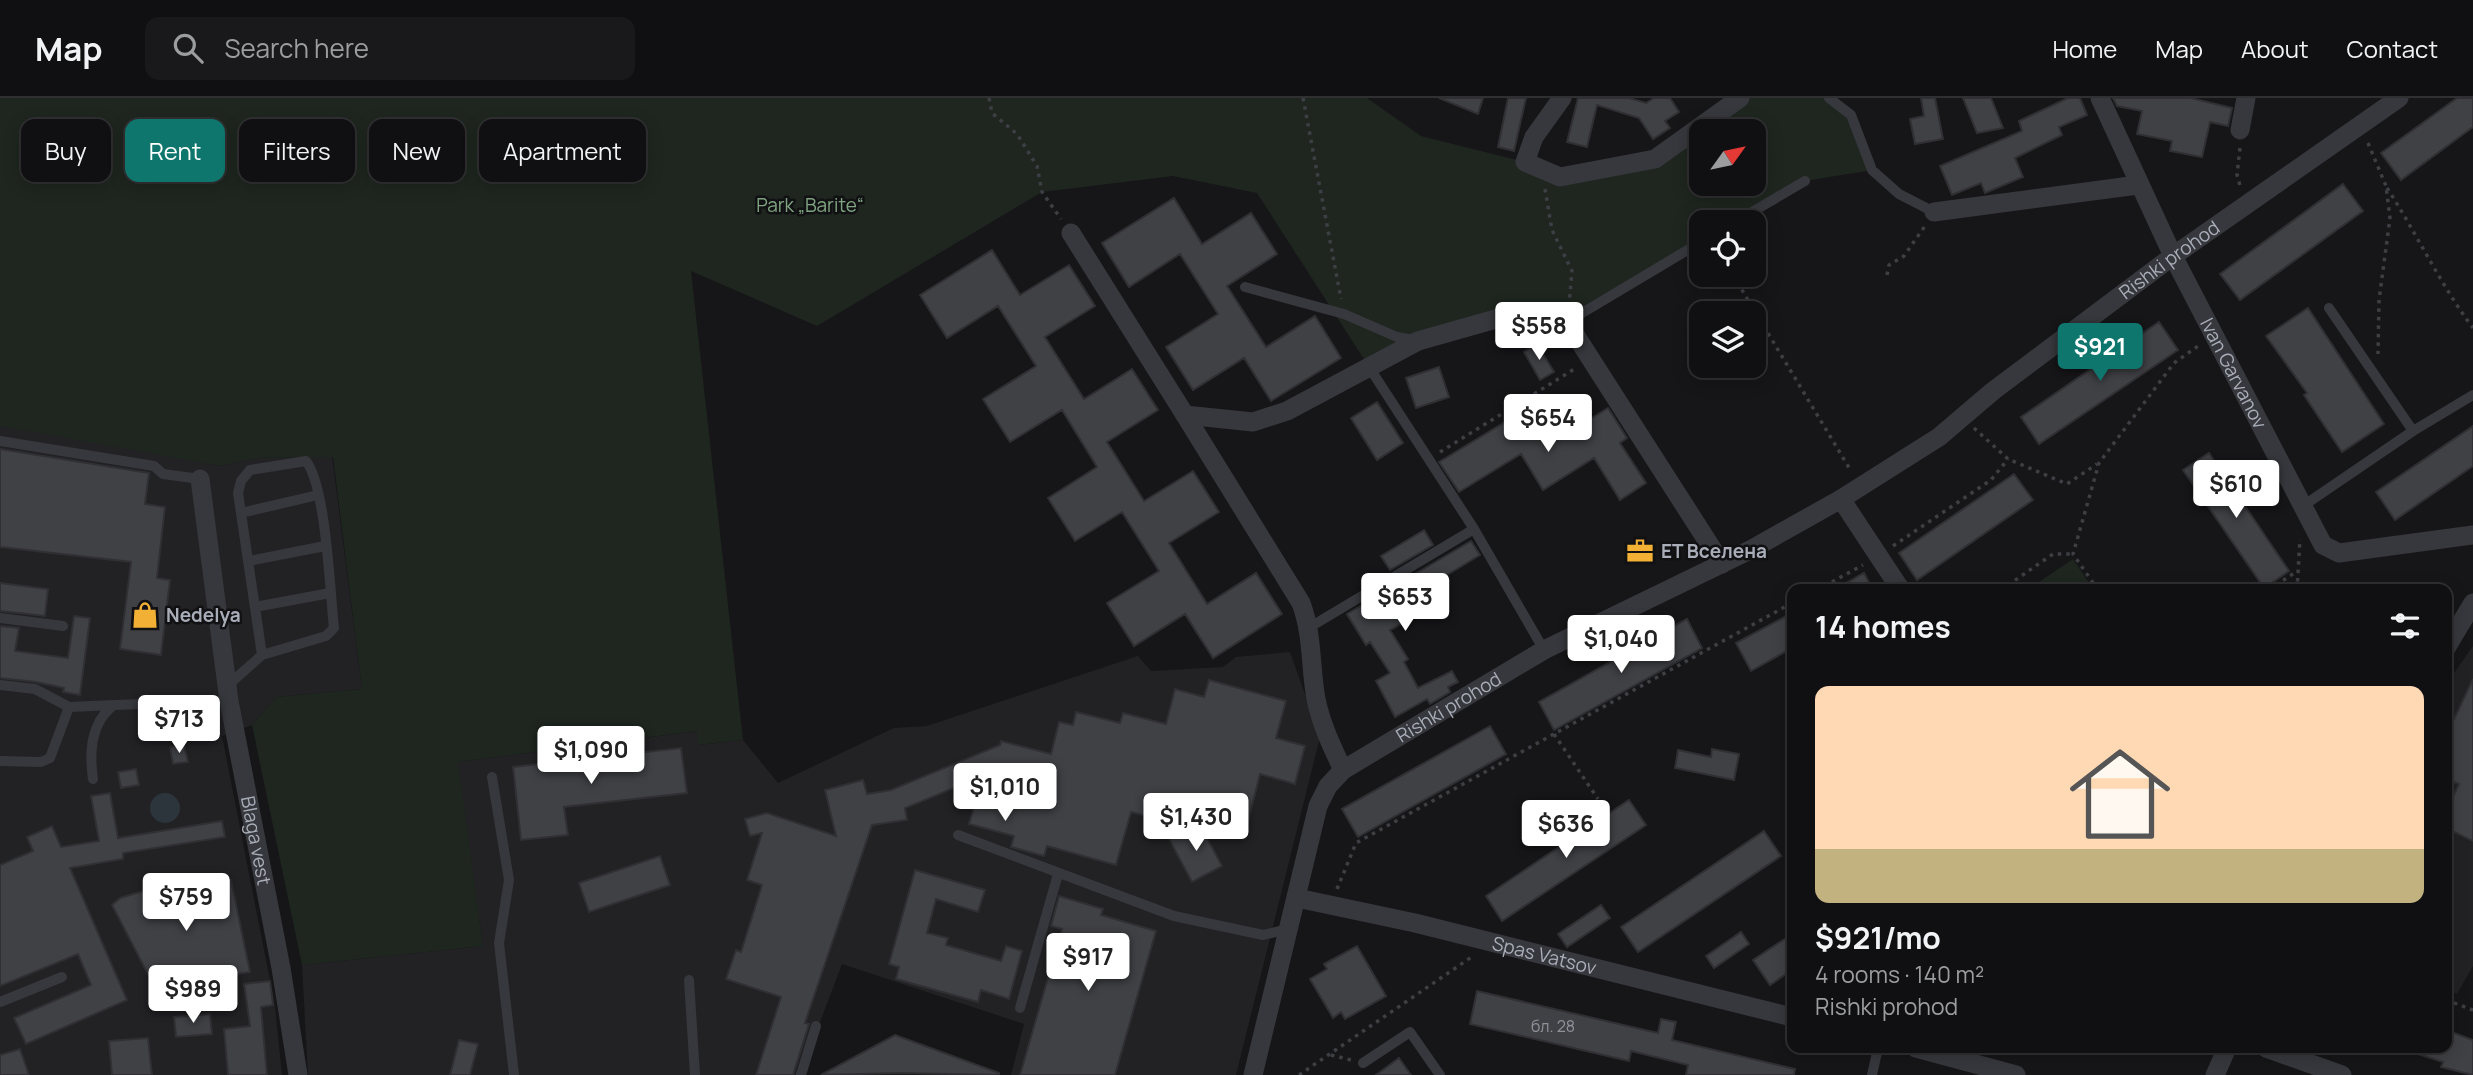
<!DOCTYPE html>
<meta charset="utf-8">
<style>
:root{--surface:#101012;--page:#19191b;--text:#f1f3f6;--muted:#9c9d9f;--line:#303032;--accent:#0f766e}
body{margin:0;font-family:Manrope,sans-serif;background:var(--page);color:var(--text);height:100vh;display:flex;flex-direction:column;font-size:26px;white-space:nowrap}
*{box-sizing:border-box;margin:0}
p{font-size:23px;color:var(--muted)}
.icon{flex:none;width:38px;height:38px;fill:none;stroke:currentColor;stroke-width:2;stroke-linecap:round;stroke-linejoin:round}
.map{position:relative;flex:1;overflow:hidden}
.details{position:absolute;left:1787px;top:486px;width:665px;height:469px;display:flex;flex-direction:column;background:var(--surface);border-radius:14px;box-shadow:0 4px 18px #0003,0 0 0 2px var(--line)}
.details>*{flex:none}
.hud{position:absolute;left:21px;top:21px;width:665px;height:63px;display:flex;gap:14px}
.needle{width:46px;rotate:57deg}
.controls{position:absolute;left:1689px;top:21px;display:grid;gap:14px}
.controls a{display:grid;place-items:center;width:77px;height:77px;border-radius:14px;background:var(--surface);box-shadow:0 4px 18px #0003,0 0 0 2px var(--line);font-size:35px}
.price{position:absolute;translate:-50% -60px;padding:0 16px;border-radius:7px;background:#fff;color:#222;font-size:23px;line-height:46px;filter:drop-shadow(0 2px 4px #0008)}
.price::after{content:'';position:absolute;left:50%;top:42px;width:21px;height:16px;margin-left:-10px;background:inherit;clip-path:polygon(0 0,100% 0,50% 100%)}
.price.selected{background:var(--accent);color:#fff}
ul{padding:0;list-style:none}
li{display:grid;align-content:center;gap:14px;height:371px;padding:0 28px}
li span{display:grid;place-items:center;height:217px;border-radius:14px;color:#555}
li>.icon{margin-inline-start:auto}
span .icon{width:126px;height:126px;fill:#fffc;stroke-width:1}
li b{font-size:30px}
h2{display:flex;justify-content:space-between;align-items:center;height:84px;padding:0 28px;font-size:30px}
.chip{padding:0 24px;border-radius:14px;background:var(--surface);box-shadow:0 4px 18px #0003,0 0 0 2px var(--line);font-size:24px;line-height:63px}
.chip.selected{background:var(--accent);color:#fff}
header{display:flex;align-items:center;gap:42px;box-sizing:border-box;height:98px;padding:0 35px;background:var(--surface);border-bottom:2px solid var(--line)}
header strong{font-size:33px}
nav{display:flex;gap:38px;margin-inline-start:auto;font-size:24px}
.search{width:490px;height:63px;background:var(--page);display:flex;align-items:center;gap:18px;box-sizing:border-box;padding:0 24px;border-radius:14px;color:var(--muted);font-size:26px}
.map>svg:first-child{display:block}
</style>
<header>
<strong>Map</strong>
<div class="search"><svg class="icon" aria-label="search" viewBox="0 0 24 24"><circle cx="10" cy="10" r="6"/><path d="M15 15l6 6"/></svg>Search here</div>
<nav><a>Home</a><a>Map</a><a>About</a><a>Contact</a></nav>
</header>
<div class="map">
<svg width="2473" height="977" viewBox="0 0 2473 977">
<rect width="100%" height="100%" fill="#161618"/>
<path fill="#222225" d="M0,325L221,368L258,360L332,358L362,591L276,599L252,627L222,638L275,908L282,977H0Z
M2473,548V868L2457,896L2447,892V585Z
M1290,554L1320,639L1236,977H1011L1024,926L842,866L800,977H308L302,867L483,848L457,664L698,633L699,647L743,642L778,685L894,630L927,628L1138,558L1151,573L1223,569L1236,559Z"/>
<path fill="#1e261f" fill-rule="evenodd" d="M0,0H1367L1421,38L1525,64L1560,79L1655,61L1740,0H1829L1851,17L1872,72L1805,83L1735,124H1701V144L1567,224L1510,217L1369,269L1257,95L1173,78L1042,94L817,228L691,173L743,642L698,647L697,633L458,664L483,848L302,867L252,627L276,599L362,591L333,359L258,360L221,368L0,328ZM1701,33H1754V86H1701Z
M2073,461L2094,492H2036L2033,488Z"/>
<path fill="#2c353c" d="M150 710a15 15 0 1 1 30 0a15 15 0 1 1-30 0Z"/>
<path fill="#404145" stroke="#303034" stroke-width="2" d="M1439,0H1483L1478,16Z
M1508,0H1526L1514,53L1498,49Z
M1578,0H1629L1646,5L1654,0H1670L1679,14L1665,23L1670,30L1653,41L1639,20L1597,7L1587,49L1567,44Z
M1921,0H1935L1943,41L1915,46L1910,21L1924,18Z
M1963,0H1991L2003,30L1977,35Z
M2068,0H2080L2087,17L2059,29L2062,37L2015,60L2023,79L1985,95L1981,85L1952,97L1940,68L2022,33L2019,23Z
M2113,0H2191L2232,10L2228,28L2210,24L2202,59L2170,53L2172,43L2137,36L2142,13L2117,8Z
M2457,0H2473V29L2401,82L2381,55Z
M2343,86L2363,113L2240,202L2220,176Z
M1174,100L1202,146L1251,115L1277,156L1227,188L1266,249L1315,218L1341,260L1271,303L1244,260L1193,292L1166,249L1218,216L1180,156L1129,189L1102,145Z
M992,152L1020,197L1069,167L1095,208L1045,239L1084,301L1132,271L1158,312L1107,344L1144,403L1193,373L1219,414L1169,445L1207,506L1256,475L1282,516L1213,560L1185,516L1134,548L1107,505L1159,473L1122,414L1075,443L1048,400L1097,369L1062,312L1010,344L983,301L1036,268L998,208L947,240L920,197Z
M2308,210L2384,326L2342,354L2304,297L2307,295L2266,238Z
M2159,224L2178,252L2039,346L2021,319Z
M1537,246L1554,274L1540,282L1524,254Z
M1439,269L1449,299L1416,310L1406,280Z
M1377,304L1403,345L1377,362L1351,320Z
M1608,310L1627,340L1620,345L1646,385L1620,402L1594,360L1543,392L1521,356L1459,394L1439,364L1525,312L1546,348Z
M2473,328V368L2395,422L2376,394Z
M0,351L149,375L145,406L165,409L157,480L170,482L161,557L120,551L131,464L0,449Z
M2209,355L2289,473L2264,490L2183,372Z
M2014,376L2033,402L1917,482L1899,455Z
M1424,432L1433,447L1390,472L1381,458Z
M1471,443L1480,457L1402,504L1412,520L1390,532L1408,561L1404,564L1418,590L1452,573L1458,584L1448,589L1450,594L1430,606L1427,601L1395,619L1376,583L1390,575L1370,544L1366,547L1347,516Z
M1864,475L1873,492H1834Z
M0,485L48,491L45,518L0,513Z
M1792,515V550L1751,573L1736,545Z
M74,518L90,520L80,597L63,594L64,590L36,584L0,580V528L19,530L15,553L68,560Z
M1687,521L1702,550L1554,632L1539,604Z
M2473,581V743L2446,730V713L2459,686L2446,681V638Z
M1209,582L1286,603L1276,640L1305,648L1295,686L1260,676L1247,728L1150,704L1146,718L1131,714L1116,767L1047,748L1044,758L1011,749L1014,738L969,726L983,678L905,710L907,722L872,727L805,925L809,926L793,977H756L781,899L726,881L736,852L741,854L762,787L747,782L762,735L750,738L745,721L767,715L836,738L825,692L863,682L867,696L891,692L1000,647L1001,643L1051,656L1059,624L1073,627L1076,614L1120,625L1123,615L1166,626L1175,591L1204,599Z
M1490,628L1506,656L1358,739L1342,711Z
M184,647L188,664L173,666L170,649Z
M681,650L687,695L564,709L568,737L521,742L513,669Z
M1712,651L1739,656L1734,682L1675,670L1678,652L1711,659Z
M136,671L139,687L121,690L118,674Z
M110,695L118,740L222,723L225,739L123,755V761L70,770L127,902L26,946L14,920L91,887L78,856L0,888V767L33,753L27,739L52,728L61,749L99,743L91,698Z
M1629,702L1646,727L1502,823L1486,798Z
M1199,725L1222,768L1192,784L1169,741Z
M1764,733L1781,758L1638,854L1621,829Z
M660,758L670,787L589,814L579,785Z
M915,772L985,792L978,814L936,801L927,835L948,840L946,847L1001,863L1006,848L1022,853L1009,901L981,892L978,904L896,881L899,869L889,866Z
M231,782L250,874L155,890L112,807L120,800L143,793L167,794Z
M1059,798L1103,811L1101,817L1156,833L1115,977H1020L1062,831L1051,828Z
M1601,807L1610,820L1567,849L1558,836Z
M1741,834L1749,846L1714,870L1706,858Z
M1792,836V872L1770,887L1753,862Z
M1357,848L1386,898L1345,921L1341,914L1333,920L1310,881L1327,871L1324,866Z
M270,883L273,907L261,909L267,977H228L224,931L250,928L244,886Z
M1477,893L1658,935L1661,921L1676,924L1672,942L1795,971L1794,977H1686L1688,967L1631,953L1629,963L1470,926Z
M210,916L212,936L176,939L174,919Z
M2446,932L2473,942V977L2441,969L2443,964L2409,953L2446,950Z
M895,937L999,975V977L901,975L821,977Z
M148,940L152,977H112L109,943Z
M459,942L478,946L470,977H450Z
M20,951L29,977H0V957Z
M1399,960L1411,977H1376Z"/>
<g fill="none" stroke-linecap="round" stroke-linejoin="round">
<path stroke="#3d3f44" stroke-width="3.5" stroke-dasharray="3.5 5" stroke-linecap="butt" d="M989,0L992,15L1017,36L1037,68L1042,94L1061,121
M1303,0L1341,201
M2368,45L2386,88L2390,120L2379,202L2378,256
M2240,50L2237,77L2241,91
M2387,90C2417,136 2440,186 2473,230
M1545,91L1552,132L1572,173L1569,207
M1733,177L1851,373
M1887,177L1889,167L1904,158L1925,128
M1974,330L2008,361L2067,386L2097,366
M1440,354L1576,270
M1893,448L1991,382L2008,361
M1817,492L1863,467
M2001,492L2053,456H2073
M2098,492L2073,456L2099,365L2174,265L2201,246
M2269,492L2297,473
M2297,492L2300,441
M1554,636L1598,701
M1787,709L1792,690
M1337,791L1356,745L1792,505
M2446,902L2473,912
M1331,957L1351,962
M1299,977L1473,858"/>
<path stroke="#37383d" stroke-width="10" d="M1829,0L1851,17L1872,72L1899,96L1934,114
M1735,124L1805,83
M1245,189L1344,216L1397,239L1414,242
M1567,224L1701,144
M1369,269L1474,431L1544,552
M2413,333L2473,297
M0,343L154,368L163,376L200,381
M2303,408L2413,333L2329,210
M241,415L318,397
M249,463L325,448
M255,509L330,495
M0,520L63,528
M1310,529L1474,431
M0,587L35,591L69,609L114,607
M227,588L262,557L326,538L334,530C330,494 326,388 306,363L250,372L241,383L238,395L262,557
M0,663L41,664L50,660L69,609
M492,679L509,782L499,845L514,977
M93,681C89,654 91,624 114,607L229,603
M958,737L1174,818L1263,837L1288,831
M689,882L695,977
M0,904L62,879
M1020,910L1058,776
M1363,965L1410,934L1440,977
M801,977L816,928
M1872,977L1878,950"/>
<g stroke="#37383d" stroke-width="19">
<path d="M1562,0L1534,39L1525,64L1560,79L1655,61L1740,0"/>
<path id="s1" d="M2100,0L2173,158L2323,447L2339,455L2473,437"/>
<path d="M2240,32L2246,0"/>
<path d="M1934,114L2138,87"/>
<path d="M1071,135L1185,317L1253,324L1287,313L1418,243L1510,217L1541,215L1567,224L1722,466"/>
<path d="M1185,317L1301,505C1313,537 1310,568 1316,601C1321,626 1332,649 1343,672"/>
<path id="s2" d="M200,381L229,603L281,870L298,977"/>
<path d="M1841,401L1901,492"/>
<path d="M2446,550L2473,505"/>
<path id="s3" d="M1297,800L1415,825L1792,919"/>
<path d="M1916,950L2016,977"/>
<path d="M2266,950L2342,977"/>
<path id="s4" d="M1253,977L1318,708L1328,688L1343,672L1544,552L1752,451L1841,401L1939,339L1993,293L2173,158L2399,0"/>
<path d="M2215,977L2227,950"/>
</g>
</g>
<defs>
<symbol id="office-bare" viewBox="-9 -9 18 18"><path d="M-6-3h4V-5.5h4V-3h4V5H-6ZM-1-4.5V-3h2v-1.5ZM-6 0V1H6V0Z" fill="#f2b134" stroke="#111113" stroke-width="2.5" paint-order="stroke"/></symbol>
<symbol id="shop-bare" viewBox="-9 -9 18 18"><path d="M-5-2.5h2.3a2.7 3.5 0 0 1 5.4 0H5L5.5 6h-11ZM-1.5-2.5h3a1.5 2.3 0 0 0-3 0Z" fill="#f2b134" stroke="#111113" stroke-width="2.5" paint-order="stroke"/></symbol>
</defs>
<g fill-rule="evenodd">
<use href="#office-bare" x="1621" y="434" width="38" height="38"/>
<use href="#shop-bare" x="126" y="498" width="38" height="38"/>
</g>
<g text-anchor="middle" stroke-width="5" stroke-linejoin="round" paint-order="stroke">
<g font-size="16" fill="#8e929b">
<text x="1553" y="934">бл. 28</text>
</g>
<g font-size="19" fill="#7fa381" stroke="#111113">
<text x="810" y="114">Park „Barite“</text>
</g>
<g font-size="19" fill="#a8adb8" stroke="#111113">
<text dy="7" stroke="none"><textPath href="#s4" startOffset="1295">Rishki prohod</textPath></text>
<text dy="7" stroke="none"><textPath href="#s1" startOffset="306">Ivan Garvanov</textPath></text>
<text dy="7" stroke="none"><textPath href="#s4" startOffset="444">Rishki prohod</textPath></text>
<text dy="7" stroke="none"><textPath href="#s2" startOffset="366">Blaga vest</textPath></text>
<text dy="7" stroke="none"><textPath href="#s3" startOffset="254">Spas Vatsov</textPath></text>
</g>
<g font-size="19" font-weight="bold" fill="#a8adb8" stroke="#111113" text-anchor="start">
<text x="1661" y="460">ЕТ Вселена</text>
<text x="166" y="524">Nedelya</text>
</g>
</g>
</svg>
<div class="controls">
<a><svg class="needle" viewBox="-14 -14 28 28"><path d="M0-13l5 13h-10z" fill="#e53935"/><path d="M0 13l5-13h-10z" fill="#9c9d9f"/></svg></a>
<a><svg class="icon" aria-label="locate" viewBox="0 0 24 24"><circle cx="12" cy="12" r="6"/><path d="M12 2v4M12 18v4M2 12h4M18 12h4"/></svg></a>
<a><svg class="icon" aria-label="layers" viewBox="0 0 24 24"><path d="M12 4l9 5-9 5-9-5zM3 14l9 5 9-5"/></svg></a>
</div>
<b class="price" style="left:1539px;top:264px">$558</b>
<b class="price selected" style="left:2100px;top:285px">$921</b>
<b class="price" style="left:1548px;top:356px">$654</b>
<b class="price" style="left:2236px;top:422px">$610</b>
<b class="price" style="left:1405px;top:535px">$653</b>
<b class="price" style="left:1621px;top:577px">$1,040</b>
<b class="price" style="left:179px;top:657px">$713</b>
<b class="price" style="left:591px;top:688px">$1,090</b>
<b class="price" style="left:1005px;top:725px">$1,010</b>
<b class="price" style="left:1196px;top:755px">$1,430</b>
<b class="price" style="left:1566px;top:762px">$636</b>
<b class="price" style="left:186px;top:835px">$759</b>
<b class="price" style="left:1088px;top:895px">$917</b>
<b class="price" style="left:193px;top:927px">$989</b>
<div class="hud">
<a class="chip">Buy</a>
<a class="chip selected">Rent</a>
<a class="chip">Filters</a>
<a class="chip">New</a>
<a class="chip">Apartment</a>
</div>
<section class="details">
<h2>14 homes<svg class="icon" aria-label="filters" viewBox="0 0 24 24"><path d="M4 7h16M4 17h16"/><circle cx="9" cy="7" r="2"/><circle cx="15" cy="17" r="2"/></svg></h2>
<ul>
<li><span style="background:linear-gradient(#ffd9b3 75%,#c2b280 0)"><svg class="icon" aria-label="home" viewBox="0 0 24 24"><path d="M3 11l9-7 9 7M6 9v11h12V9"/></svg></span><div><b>$921/mo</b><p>4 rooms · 140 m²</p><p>Rishki prohod</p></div></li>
</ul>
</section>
</div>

☆ ☆ ☆

▸ WHAT THE EXERCISE ASKS: The answer should be all lines from the entries above that hold the word "strong".

▸ RESULT FOR THIS EXERCISE:
header strong{font-size:33px}
<strong>Map</strong>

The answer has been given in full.